Lastly, the author talks about distancing created by automation as a harm. Chatbots can be frustrating if they keep restarting the conversation because they don’t understand the question. This problem can be compounded for humanitarian aid where situations are complex situations without predetermined solutions. Because these chatbots are usually developed outside of the cultural contexts of these affected communities, they also pose a risk of further removing the voice of these vulnerable communities and making them more invisible. 

Who benefits? Recreating coloniality

The author connects the above limitations and potential harms to existing power imbalances in the technology and the humanitarian sector. Often these “AI for good” initiatives are conceived, developed, or funded by organizations from the Global North. As a result, they encode “western biases” as evidenced by most applications being in English or lacking cultural nuances about the communities where they will be used. The author compares this western bias to existing western bias in how the notions of trust, accountability, and participation promoted by humanitarian organizations are also biased by western values.
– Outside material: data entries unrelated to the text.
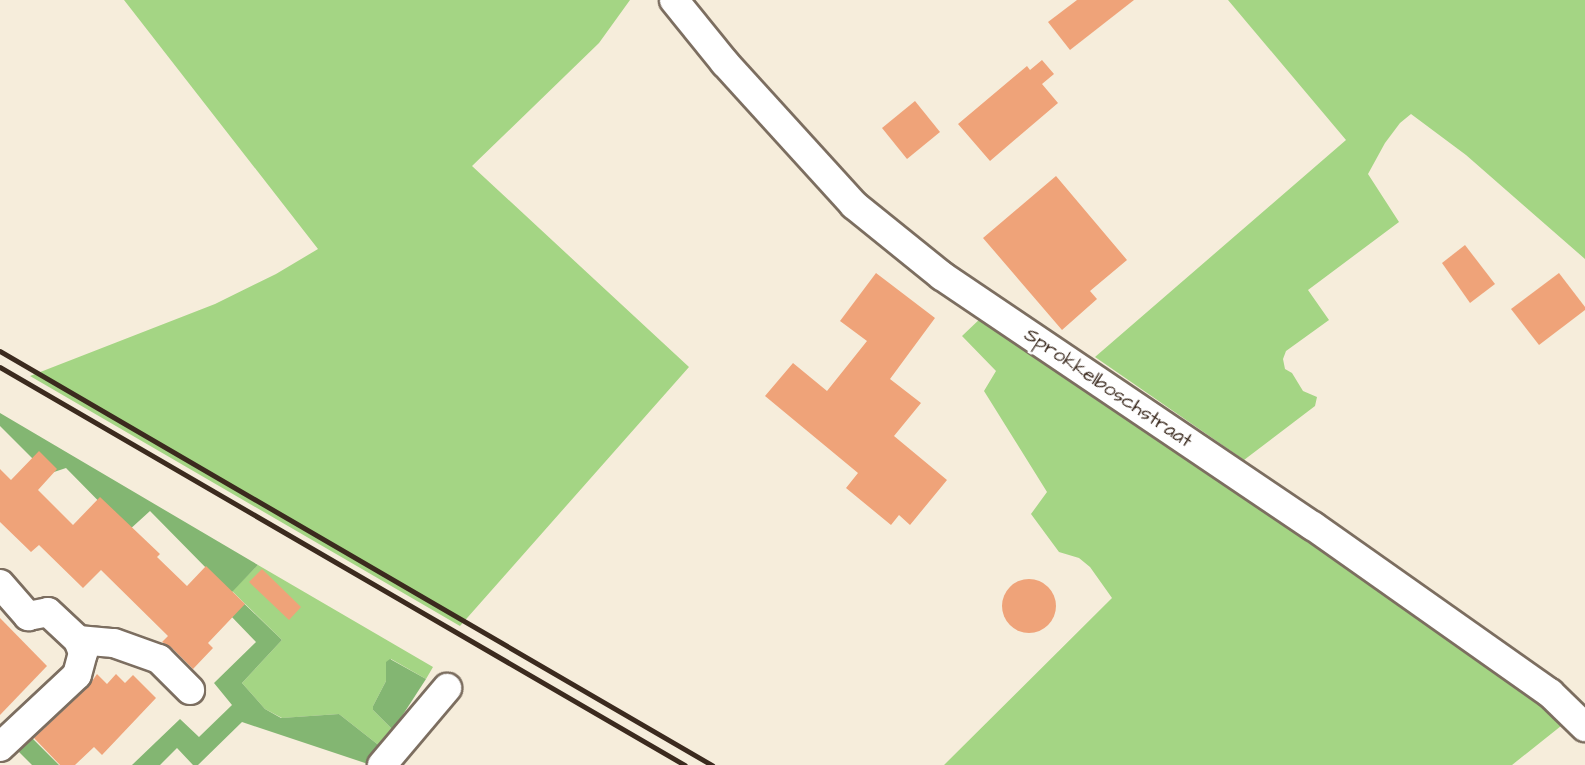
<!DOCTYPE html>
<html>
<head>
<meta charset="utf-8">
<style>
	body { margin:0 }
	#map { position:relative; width:1585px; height:765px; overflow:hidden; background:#f6eddb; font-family:"Architects Daughter",sans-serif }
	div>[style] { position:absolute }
	.green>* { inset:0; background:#a4d584 }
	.forest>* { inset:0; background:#83b672 }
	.building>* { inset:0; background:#efa379 }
	.round { border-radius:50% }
	.roads { filter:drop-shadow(2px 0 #7c6e60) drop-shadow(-2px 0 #7c6e60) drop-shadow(0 2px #7c6e60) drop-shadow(0 -2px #7c6e60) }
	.minor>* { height:28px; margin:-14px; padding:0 14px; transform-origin:14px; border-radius:14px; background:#fff }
	.rail>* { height:4.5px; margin:-2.25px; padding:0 2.25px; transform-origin:2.25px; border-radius:2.25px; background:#3b2a1e }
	span { translate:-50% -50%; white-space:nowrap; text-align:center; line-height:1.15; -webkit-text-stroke:5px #fff; paint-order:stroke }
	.street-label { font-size:20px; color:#3b2a1e }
</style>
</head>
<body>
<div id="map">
	<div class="green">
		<div style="clip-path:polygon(124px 0,630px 0,599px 43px,472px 166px,689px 367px,460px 626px,30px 376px,215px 304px,276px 274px,318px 249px)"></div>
		<div style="clip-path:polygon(1228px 0,1585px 0,1585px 259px,1466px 155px,1411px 114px,1400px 123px,1385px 143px,1368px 174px,1399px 222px,1308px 290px,1329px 320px,1286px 351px,1283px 359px,1285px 369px,1292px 373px,1303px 391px,1317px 397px,1315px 406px,1244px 460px,1095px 357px,1346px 140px)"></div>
		<div style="clip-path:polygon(983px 316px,1233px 488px,1566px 722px,1512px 765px,944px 765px,1112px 598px,1090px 567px,1079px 558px,1059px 552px,1031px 514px,1047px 492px,984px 391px,996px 371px,962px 336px)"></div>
		<div style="clip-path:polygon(258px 565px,433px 667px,426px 679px,391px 659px,386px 681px,373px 706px,373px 710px,393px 730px,381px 747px,339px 714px,282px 718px,265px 709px,242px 683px,282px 640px,232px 591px)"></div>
	</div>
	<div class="forest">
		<div style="clip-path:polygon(0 413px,258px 565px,232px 592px,282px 640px,242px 683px,265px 709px,281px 718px,339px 714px,381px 747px,368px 764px,242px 722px,198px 765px,193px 765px,177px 748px,160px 765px,132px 765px,180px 719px,199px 737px,232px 705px,214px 683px,256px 642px,202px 586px,213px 575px,150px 511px,128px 531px,66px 468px,48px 474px,0 426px)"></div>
		<div style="clip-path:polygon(390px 659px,426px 679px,393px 730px,373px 710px,373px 706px,386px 681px,386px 662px)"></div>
		<div style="clip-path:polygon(24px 730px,59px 765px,32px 765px,17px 750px)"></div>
	</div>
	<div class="building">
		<div style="clip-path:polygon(1077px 0,1134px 0,1070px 50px,1048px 22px)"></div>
		<div style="clip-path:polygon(1042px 60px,1054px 74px,1042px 84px,1058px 103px,990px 161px,958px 124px,1027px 66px,1030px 70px)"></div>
		<div style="clip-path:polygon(915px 101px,940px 132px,907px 159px,882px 128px)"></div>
		<div style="clip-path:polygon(1056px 176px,1127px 260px,1090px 291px,1097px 299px,1062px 330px,983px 238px)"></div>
		<div style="clip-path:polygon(1465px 245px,1495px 284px,1470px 303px,1442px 263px)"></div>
		<div style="clip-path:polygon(876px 273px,935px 318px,890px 379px,921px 403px,894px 436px,947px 480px,910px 525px,899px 515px,891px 525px,846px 488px,858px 473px,765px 396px,793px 363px,827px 391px,867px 341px,840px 321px)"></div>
		<div style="clip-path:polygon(1559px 273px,1585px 307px,1585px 310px,1539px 345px,1511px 309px)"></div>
		<div style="clip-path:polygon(39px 451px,57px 469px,38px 490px,73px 525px,100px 497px,160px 554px,157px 557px,187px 586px,206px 566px,245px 604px,208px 643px,213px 648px,193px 669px,171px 647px,162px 642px,168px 636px,101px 570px,83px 588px,39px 545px,31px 552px,0 522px,0 469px,11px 480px)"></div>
		<div style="clip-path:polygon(262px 569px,301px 607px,289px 620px,249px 582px)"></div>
		<div class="round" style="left:1002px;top:579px;width:54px;height:54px"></div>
		<div style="clip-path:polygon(0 618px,47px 666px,0 715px)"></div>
		<div style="clip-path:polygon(97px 674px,107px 684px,116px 674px,125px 683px,133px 675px,156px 698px,102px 755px,94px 747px,75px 765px,60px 765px,34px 738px,88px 687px)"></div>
	</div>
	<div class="roads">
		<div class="minor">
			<div style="left:674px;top:0;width:81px;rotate:51deg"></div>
			<div style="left:725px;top:63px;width:192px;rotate:47.7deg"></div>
			<div style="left:854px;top:205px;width:113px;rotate:38.9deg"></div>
			<div style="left:942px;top:276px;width:447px;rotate:34deg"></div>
			<div style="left:1313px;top:526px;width:290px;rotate:35.2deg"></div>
			<div style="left:1550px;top:693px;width:49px;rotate:44.2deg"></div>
			<div style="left:0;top:584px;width:43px;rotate:48.8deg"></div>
			<div style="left:28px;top:616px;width:20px;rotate:-11deg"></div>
			<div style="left:48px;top:612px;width:41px;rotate:43deg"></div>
			<div style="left:78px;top:640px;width:36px;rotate:5deg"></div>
			<div style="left:114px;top:643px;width:48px;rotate:19.6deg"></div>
			<div style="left:159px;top:659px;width:44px;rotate:45deg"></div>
			<div style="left:0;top:747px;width:105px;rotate:-43.1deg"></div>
			<div style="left:77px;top:675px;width:23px;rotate:-75deg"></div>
			<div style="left:83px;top:653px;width:14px;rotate:-111deg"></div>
			<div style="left:382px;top:765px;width:101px;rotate:-49.8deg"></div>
		</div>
	</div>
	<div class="rail">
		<div style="left:0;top:351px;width:824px;rotate:30.18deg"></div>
		<div style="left:0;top:367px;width:792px;rotate:30.16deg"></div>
	</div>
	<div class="street-label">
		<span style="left:1108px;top:388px;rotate:34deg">Sprokkelboschstraat</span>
	</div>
</div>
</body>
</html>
Thus in their current connotation, chatbots also exist as a notional accountability/participation mechanism and inherit the hierarchies and power dynamics that lie in existing humanitarian practices.

The author also points out that the main benefit for deploying these chatbots often goes to tech companies through the generated hype and publicity. These applications are used as testbeds by the developing companies to tune their consumer-facing products that will be released to the audience from Global North at a steep price. The author cited the example of the psychotherapy chatbot Karim released to refugee camps in Syria. The company which developed Karim also released a similar app ‘Tess’ for the US market. However, while Karim was deployed as a replacement for therapists, Tess was marketed as a supplement to human therapists and its use was accompanied by the availability of licensed psychotherapists. In this way, “AI for good” initiatives also allow private tech companies to experiment with untested technologies and extract data, time, and knowledge from vulnerable communities to generate private profits. The author compares this to the history of scientific experiments in former colonies.

The author concludes by warning against the ‘enchantment of technology’ where providing visibility and legitimacy to these chatbots developed by for-profit companies, we create a feedback cycle where the needs of communities become more hidden while the limitations are glossed over.

Between the lines

This is a much needed article that examines assumptions and unequal power relations behind “AI for good” innovations that are being promoted in the Global South. As a researcher who was trained in North America and is currently based in Nepal, the claims in the paper reflect many of my own experiences. I hope that the issues highlighted in this paper will motivate both AI researchers and humanitarian practitioners to think about power, use cases, and tradeoffs as they develop and push for AI based solutions.